Work instruction = In the entries below, go to the line containing "Task: Give me" and repeat it along with every later line, exactly.

Supplied material =
^^^^^^^^^^^^^^^^

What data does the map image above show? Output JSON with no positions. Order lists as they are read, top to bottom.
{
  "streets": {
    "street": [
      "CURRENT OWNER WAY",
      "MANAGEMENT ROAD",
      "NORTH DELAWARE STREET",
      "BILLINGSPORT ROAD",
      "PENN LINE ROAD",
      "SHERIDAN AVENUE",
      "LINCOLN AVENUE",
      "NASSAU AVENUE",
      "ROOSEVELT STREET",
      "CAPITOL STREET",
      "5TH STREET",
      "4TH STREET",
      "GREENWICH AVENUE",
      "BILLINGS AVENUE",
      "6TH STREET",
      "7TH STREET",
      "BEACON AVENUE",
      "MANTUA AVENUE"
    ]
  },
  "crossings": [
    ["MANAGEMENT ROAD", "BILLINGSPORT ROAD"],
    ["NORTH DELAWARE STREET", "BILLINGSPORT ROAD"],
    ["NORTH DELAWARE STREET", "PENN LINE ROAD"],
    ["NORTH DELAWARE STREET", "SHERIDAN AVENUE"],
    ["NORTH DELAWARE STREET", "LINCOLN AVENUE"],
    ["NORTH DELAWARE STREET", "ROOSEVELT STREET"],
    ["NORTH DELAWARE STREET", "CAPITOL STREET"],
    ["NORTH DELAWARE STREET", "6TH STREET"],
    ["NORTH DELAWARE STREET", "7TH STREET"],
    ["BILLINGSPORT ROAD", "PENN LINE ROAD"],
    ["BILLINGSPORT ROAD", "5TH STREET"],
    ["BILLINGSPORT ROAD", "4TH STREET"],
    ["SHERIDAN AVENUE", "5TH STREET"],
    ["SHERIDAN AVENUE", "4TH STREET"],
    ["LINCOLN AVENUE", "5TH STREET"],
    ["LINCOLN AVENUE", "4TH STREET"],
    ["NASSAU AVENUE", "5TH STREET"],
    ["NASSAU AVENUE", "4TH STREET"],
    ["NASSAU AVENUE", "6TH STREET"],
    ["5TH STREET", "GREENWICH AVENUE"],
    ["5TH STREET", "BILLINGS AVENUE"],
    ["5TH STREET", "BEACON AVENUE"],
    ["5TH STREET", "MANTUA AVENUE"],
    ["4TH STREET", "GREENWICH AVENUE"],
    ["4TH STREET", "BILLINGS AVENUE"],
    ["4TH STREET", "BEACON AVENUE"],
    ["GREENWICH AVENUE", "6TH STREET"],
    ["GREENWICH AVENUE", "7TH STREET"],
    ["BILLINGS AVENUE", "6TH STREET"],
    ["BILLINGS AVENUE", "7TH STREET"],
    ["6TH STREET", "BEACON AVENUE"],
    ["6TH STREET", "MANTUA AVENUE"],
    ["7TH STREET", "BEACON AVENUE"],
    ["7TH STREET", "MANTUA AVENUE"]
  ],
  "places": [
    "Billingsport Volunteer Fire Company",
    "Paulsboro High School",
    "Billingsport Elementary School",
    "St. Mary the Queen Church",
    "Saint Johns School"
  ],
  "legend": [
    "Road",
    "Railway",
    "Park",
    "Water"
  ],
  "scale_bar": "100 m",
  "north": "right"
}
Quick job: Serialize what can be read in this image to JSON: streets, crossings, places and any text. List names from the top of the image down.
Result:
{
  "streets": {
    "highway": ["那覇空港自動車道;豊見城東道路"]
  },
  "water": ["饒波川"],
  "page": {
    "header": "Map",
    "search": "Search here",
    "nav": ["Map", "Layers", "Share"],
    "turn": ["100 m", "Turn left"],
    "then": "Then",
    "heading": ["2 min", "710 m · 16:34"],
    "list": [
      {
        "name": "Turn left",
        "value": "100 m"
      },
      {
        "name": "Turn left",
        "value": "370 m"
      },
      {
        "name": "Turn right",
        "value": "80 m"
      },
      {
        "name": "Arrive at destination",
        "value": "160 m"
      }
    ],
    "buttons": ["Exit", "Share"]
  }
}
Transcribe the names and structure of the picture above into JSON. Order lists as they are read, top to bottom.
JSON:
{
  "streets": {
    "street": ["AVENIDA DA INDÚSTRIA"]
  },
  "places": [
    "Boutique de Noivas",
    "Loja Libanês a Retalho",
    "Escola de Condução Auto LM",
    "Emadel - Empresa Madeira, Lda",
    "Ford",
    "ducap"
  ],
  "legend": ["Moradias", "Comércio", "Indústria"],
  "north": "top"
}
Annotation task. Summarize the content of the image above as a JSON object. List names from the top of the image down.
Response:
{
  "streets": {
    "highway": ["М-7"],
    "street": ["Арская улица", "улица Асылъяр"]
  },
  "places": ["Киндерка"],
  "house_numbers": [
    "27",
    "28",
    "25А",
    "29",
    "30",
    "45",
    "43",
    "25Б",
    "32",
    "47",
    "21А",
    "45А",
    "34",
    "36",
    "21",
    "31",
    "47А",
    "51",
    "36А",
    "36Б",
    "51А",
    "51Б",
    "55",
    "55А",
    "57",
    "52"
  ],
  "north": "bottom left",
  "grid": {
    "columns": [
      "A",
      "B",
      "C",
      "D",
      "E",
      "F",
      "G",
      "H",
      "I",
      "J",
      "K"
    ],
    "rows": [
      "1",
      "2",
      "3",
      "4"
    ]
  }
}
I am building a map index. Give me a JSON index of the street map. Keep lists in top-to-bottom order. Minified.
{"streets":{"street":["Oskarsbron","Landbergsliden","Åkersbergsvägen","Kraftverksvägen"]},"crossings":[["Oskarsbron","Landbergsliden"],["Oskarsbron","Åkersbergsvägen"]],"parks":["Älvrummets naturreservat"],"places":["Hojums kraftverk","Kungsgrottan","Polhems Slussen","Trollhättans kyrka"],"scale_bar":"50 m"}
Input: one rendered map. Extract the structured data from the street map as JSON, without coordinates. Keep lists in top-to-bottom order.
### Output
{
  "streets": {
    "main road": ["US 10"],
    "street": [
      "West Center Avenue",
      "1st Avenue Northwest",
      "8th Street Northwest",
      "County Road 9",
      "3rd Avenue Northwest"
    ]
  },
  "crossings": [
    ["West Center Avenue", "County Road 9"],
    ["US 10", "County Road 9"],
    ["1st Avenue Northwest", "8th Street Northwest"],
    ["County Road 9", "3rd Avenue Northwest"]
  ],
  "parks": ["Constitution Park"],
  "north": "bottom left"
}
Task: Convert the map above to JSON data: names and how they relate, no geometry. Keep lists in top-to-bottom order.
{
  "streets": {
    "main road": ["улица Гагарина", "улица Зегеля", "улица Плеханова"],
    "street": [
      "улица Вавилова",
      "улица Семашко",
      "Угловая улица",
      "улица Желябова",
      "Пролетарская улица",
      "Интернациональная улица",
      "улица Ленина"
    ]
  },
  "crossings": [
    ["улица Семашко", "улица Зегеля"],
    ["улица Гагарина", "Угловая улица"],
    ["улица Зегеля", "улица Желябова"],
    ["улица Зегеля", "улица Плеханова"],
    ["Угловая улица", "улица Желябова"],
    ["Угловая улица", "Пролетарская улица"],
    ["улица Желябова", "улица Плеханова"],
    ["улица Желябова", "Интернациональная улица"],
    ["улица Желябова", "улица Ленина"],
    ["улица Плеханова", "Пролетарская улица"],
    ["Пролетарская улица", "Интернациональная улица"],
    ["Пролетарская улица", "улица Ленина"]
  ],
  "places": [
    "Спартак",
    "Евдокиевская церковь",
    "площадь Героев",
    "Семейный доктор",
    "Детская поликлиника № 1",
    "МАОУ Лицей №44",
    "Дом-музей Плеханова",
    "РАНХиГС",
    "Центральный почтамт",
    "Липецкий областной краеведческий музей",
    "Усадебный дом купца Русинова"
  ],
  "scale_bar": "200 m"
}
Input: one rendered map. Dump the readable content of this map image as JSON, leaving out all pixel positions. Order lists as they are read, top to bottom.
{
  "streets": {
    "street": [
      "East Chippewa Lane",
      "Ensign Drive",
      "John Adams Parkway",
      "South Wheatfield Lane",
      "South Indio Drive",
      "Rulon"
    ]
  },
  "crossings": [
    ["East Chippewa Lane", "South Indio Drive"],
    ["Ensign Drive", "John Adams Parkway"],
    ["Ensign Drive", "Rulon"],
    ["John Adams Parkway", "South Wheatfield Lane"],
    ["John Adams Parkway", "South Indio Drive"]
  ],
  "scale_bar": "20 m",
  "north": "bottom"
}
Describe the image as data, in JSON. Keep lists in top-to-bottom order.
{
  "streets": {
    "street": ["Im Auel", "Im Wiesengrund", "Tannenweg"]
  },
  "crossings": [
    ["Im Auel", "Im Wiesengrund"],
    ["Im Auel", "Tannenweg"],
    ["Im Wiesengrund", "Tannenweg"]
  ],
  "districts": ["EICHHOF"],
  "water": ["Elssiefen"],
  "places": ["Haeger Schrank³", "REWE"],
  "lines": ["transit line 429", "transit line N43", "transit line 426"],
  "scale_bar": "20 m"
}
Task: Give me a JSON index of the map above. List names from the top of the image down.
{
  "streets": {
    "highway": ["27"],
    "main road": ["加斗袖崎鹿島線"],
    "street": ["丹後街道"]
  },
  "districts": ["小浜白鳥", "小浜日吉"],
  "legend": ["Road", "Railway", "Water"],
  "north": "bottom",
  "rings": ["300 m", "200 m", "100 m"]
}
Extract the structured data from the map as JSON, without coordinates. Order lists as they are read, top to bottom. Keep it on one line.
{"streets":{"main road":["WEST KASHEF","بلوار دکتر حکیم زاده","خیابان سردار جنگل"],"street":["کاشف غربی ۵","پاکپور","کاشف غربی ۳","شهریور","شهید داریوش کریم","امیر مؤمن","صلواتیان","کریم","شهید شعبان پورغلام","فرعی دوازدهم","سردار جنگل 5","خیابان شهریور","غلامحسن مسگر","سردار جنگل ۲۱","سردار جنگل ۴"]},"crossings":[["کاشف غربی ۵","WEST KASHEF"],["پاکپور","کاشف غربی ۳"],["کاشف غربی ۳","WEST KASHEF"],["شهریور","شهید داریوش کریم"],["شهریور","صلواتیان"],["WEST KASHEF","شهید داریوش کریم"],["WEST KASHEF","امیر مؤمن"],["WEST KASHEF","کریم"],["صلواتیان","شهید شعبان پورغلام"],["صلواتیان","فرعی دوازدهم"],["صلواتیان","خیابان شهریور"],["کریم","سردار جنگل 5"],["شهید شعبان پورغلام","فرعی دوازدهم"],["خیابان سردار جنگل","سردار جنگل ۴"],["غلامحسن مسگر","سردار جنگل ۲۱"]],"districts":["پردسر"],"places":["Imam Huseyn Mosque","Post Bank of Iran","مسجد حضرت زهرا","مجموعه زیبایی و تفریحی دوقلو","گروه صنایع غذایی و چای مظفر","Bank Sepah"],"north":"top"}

^^^^^^^^^^^^^^^^

Result =
Task: Give me a JSON index of the map above. List names from the top of the image down.
{
  "streets": {
    "highway": ["27"],
    "main road": ["加斗袖崎鹿島線"],
    "street": ["丹後街道"]
  },
  "districts": ["小浜白鳥", "小浜日吉"],
  "legend": ["Road", "Railway", "Water"],
  "north": "bottom",
  "rings": ["300 m", "200 m", "100 m"]
}
Extract the structured data from the map as JSON, without coordinates. Order lists as they are read, top to bottom. Keep it on one line.
{"streets":{"main road":["WEST KASHEF","بلوار دکتر حکیم زاده","خیابان سردار جنگل"],"street":["کاشف غربی ۵","پاکپور","کاشف غربی ۳","شهریور","شهید داریوش کریم","امیر مؤمن","صلواتیان","کریم","شهید شعبان پورغلام","فرعی دوازدهم","سردار جنگل 5","خیابان شهریور","غلامحسن مسگر","سردار جنگل ۲۱","سردار جنگل ۴"]},"crossings":[["کاشف غربی ۵","WEST KASHEF"],["پاکپور","کاشف غربی ۳"],["کاشف غربی ۳","WEST KASHEF"],["شهریور","شهید داریوش کریم"],["شهریور","صلواتیان"],["WEST KASHEF","شهید داریوش کریم"],["WEST KASHEF","امیر مؤمن"],["WEST KASHEF","کریم"],["صلواتیان","شهید شعبان پورغلام"],["صلواتیان","فرعی دوازدهم"],["صلواتیان","خیابان شهریور"],["کریم","سردار جنگل 5"],["شهید شعبان پورغلام","فرعی دوازدهم"],["خیابان سردار جنگل","سردار جنگل ۴"],["غلامحسن مسگر","سردار جنگل ۲۱"]],"districts":["پردسر"],"places":["Imam Huseyn Mosque","Post Bank of Iran","مسجد حضرت زهرا","مجموعه زیبایی و تفریحی دوقلو","گروه صنایع غذایی و چای مظفر","Bank Sepah"],"north":"top"}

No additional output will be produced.